[Stored data]
★ ★ ★ ★ ★ ★ ★

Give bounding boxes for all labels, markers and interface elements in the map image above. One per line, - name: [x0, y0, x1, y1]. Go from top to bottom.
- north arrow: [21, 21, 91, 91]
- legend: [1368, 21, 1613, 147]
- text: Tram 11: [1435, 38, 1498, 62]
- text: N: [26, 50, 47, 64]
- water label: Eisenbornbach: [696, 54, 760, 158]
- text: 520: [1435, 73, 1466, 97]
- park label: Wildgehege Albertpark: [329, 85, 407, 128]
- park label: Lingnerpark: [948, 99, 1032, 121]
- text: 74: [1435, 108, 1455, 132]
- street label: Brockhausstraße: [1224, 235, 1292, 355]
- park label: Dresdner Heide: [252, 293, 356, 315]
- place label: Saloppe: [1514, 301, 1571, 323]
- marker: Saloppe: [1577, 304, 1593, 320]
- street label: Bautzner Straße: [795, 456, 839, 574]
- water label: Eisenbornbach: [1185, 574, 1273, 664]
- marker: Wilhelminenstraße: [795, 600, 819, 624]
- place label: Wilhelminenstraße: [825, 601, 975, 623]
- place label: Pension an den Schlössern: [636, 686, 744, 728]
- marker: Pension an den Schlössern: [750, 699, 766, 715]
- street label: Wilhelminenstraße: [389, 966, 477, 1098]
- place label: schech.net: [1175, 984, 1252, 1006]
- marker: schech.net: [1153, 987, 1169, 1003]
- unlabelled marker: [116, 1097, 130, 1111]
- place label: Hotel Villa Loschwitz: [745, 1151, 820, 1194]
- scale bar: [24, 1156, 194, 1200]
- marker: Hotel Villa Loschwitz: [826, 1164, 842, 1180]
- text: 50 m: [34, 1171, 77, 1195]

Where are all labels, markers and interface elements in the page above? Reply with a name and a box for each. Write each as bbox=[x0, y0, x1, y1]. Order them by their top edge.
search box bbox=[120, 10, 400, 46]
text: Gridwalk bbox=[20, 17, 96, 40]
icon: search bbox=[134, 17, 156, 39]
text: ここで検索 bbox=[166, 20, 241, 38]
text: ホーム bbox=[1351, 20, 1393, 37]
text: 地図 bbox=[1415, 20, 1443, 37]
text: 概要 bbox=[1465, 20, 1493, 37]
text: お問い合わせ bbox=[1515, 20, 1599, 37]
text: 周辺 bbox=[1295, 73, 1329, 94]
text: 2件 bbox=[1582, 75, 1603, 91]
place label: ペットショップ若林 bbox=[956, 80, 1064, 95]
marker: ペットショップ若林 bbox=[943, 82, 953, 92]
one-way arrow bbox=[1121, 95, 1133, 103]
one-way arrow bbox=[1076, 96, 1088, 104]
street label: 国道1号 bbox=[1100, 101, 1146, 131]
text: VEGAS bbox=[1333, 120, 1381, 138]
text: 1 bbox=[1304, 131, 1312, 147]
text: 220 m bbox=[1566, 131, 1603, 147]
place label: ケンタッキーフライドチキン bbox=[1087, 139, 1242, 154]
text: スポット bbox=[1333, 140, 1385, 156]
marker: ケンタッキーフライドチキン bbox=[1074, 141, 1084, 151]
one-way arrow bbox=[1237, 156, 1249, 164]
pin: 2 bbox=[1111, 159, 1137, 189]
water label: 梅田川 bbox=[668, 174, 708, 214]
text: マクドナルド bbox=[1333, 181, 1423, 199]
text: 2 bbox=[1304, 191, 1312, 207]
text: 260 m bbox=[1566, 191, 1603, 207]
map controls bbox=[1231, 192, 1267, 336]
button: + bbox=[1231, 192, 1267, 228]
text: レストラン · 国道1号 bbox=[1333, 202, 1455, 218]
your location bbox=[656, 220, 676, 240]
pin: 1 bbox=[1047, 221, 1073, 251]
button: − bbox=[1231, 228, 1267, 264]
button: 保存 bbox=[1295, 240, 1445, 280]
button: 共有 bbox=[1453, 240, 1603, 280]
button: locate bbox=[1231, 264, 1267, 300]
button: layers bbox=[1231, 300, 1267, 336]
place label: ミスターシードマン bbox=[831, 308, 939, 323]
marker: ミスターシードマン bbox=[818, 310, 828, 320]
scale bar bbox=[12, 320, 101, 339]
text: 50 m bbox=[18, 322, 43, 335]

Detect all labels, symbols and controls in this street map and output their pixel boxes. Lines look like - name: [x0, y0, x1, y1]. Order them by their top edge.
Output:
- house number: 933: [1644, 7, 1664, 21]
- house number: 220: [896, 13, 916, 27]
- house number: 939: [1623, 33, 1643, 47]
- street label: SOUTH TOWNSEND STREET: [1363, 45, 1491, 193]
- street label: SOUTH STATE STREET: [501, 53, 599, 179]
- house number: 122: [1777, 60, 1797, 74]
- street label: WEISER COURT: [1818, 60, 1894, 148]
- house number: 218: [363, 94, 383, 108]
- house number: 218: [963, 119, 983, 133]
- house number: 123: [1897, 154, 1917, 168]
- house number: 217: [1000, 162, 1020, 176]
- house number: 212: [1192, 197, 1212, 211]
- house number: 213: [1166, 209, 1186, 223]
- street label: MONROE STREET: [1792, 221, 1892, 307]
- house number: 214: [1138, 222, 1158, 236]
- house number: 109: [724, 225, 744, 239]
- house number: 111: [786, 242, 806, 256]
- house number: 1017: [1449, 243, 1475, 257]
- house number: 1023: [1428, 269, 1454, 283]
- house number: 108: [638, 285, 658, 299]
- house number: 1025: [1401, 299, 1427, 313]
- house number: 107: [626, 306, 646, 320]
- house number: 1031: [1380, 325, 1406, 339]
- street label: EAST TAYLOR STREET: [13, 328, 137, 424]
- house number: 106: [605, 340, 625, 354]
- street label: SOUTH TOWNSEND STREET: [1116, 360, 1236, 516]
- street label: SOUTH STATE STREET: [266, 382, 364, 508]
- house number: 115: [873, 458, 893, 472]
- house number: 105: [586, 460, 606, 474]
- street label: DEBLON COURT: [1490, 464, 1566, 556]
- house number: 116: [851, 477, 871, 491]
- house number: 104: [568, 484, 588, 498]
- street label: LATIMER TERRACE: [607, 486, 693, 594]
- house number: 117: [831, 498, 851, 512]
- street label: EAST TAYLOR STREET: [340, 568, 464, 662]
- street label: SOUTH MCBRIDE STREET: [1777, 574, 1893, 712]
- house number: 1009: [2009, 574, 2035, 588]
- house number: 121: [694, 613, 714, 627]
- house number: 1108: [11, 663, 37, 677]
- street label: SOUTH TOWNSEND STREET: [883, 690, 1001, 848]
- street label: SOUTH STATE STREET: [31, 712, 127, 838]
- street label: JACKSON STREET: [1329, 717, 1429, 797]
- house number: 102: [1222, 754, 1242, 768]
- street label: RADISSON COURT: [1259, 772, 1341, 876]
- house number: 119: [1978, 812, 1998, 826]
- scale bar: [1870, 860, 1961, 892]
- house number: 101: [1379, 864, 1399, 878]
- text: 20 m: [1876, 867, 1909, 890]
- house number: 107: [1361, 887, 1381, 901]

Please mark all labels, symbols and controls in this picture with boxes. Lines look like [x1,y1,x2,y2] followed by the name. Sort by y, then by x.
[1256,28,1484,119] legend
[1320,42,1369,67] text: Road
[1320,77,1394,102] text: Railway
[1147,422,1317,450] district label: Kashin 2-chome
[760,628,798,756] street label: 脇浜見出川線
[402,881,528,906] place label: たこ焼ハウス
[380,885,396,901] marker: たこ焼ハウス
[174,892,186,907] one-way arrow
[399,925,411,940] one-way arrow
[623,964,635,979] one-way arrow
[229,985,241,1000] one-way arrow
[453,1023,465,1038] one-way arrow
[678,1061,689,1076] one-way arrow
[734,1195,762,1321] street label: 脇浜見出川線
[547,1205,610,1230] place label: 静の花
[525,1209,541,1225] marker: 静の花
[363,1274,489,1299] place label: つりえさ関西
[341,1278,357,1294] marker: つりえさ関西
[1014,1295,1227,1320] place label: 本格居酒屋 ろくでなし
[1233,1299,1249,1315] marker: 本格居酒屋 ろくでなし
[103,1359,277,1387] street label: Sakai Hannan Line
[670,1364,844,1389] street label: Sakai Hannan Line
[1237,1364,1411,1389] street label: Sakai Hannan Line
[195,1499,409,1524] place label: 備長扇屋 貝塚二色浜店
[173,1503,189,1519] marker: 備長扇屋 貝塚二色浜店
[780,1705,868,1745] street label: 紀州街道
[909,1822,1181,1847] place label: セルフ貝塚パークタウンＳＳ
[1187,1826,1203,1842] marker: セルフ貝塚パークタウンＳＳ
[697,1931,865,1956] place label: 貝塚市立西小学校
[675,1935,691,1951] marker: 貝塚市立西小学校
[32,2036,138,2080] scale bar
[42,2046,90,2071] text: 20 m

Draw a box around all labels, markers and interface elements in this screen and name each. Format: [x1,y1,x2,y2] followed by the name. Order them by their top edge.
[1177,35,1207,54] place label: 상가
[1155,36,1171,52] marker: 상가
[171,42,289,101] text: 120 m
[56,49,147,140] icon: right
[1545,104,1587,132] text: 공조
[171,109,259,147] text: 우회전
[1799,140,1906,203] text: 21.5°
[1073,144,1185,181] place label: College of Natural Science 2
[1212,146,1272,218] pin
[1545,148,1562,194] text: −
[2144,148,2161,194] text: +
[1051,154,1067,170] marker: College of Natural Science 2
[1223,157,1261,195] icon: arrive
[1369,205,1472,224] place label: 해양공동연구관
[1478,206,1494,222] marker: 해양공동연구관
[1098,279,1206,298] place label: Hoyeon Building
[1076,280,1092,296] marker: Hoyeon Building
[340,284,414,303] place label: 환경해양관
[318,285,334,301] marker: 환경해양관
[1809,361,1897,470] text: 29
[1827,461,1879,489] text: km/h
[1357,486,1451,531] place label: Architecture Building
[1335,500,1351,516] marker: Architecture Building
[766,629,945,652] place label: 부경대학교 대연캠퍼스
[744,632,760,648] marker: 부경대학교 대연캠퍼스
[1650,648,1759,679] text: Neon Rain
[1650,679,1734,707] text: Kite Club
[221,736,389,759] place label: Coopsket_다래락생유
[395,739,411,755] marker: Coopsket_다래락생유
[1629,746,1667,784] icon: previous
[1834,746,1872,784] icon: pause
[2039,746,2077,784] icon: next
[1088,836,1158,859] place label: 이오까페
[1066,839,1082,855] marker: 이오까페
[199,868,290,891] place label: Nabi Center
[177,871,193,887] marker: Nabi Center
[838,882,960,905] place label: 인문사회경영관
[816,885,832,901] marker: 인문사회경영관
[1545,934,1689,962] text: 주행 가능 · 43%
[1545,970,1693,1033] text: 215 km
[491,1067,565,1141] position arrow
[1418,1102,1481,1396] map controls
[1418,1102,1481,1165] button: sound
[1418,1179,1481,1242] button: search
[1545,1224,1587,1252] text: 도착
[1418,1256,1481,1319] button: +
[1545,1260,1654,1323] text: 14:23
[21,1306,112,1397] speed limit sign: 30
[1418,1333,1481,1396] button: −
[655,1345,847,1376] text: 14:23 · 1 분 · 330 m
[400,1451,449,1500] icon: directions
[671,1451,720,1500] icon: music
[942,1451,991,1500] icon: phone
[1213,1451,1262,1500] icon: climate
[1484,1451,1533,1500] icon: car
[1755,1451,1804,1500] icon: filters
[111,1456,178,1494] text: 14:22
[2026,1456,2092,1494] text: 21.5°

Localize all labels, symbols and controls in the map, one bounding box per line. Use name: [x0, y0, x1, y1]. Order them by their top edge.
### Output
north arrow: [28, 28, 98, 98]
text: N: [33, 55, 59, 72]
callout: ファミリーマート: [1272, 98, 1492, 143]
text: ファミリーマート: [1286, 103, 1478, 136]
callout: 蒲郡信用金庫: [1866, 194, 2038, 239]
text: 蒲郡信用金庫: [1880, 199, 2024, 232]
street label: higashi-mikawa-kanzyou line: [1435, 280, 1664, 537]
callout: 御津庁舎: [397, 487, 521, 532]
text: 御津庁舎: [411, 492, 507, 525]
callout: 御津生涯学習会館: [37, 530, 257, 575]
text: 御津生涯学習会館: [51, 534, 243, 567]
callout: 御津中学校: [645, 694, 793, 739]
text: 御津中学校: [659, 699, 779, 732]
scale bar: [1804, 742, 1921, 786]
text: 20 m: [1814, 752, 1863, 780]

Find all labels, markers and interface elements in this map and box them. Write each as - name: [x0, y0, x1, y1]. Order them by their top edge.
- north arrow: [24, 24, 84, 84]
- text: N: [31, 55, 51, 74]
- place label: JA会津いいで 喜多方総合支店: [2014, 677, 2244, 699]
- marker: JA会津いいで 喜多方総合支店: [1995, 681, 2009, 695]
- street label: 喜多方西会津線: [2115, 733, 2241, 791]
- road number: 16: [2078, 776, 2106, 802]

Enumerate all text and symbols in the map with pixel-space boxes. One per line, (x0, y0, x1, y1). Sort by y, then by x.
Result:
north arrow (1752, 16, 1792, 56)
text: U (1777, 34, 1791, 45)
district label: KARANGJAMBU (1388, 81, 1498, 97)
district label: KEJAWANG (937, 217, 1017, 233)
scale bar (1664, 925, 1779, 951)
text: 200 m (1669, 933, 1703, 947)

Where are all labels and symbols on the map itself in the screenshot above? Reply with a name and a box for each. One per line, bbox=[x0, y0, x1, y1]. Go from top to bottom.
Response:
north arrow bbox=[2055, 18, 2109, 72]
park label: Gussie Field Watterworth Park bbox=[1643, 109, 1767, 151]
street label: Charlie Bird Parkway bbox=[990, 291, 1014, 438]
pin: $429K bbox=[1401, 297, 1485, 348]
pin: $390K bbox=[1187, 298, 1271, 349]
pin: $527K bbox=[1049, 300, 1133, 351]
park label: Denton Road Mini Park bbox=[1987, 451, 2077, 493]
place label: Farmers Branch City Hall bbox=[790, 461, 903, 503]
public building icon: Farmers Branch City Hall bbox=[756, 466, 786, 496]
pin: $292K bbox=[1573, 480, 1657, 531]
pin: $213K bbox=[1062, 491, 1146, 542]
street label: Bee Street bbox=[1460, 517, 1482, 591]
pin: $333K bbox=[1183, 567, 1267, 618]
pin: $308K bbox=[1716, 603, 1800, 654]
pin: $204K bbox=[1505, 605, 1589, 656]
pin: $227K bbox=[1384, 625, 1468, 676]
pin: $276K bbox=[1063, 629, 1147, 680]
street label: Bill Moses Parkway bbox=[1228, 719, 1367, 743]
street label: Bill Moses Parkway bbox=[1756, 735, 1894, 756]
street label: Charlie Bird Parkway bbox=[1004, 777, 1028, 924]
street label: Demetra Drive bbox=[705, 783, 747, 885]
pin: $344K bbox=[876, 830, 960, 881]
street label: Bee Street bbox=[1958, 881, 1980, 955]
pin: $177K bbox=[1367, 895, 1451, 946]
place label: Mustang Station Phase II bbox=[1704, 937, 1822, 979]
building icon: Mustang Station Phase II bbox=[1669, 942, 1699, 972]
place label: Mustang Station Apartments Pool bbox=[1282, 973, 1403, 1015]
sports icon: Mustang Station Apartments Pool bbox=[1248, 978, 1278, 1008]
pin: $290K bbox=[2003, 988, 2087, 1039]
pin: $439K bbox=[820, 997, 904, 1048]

★ ★ ★ ★ ★ ★ ★

**Required action:** Extract from the records above the lines from the one containing "Find all labels, markers" to the one containing "Enumerate all text", both lines included, exactly as they appear and with nothing else.

**Response below:**
Find all labels, markers and interface elements in this map and box them. Write each as - name: [x0, y0, x1, y1]. Order them by their top edge.
- north arrow: [24, 24, 84, 84]
- text: N: [31, 55, 51, 74]
- place label: JA会津いいで 喜多方総合支店: [2014, 677, 2244, 699]
- marker: JA会津いいで 喜多方総合支店: [1995, 681, 2009, 695]
- street label: 喜多方西会津線: [2115, 733, 2241, 791]
- road number: 16: [2078, 776, 2106, 802]

Enumerate all text and symbols in the map with pixel-space boxes. One per line, (x0, y0, x1, y1). Sort by y, then by x.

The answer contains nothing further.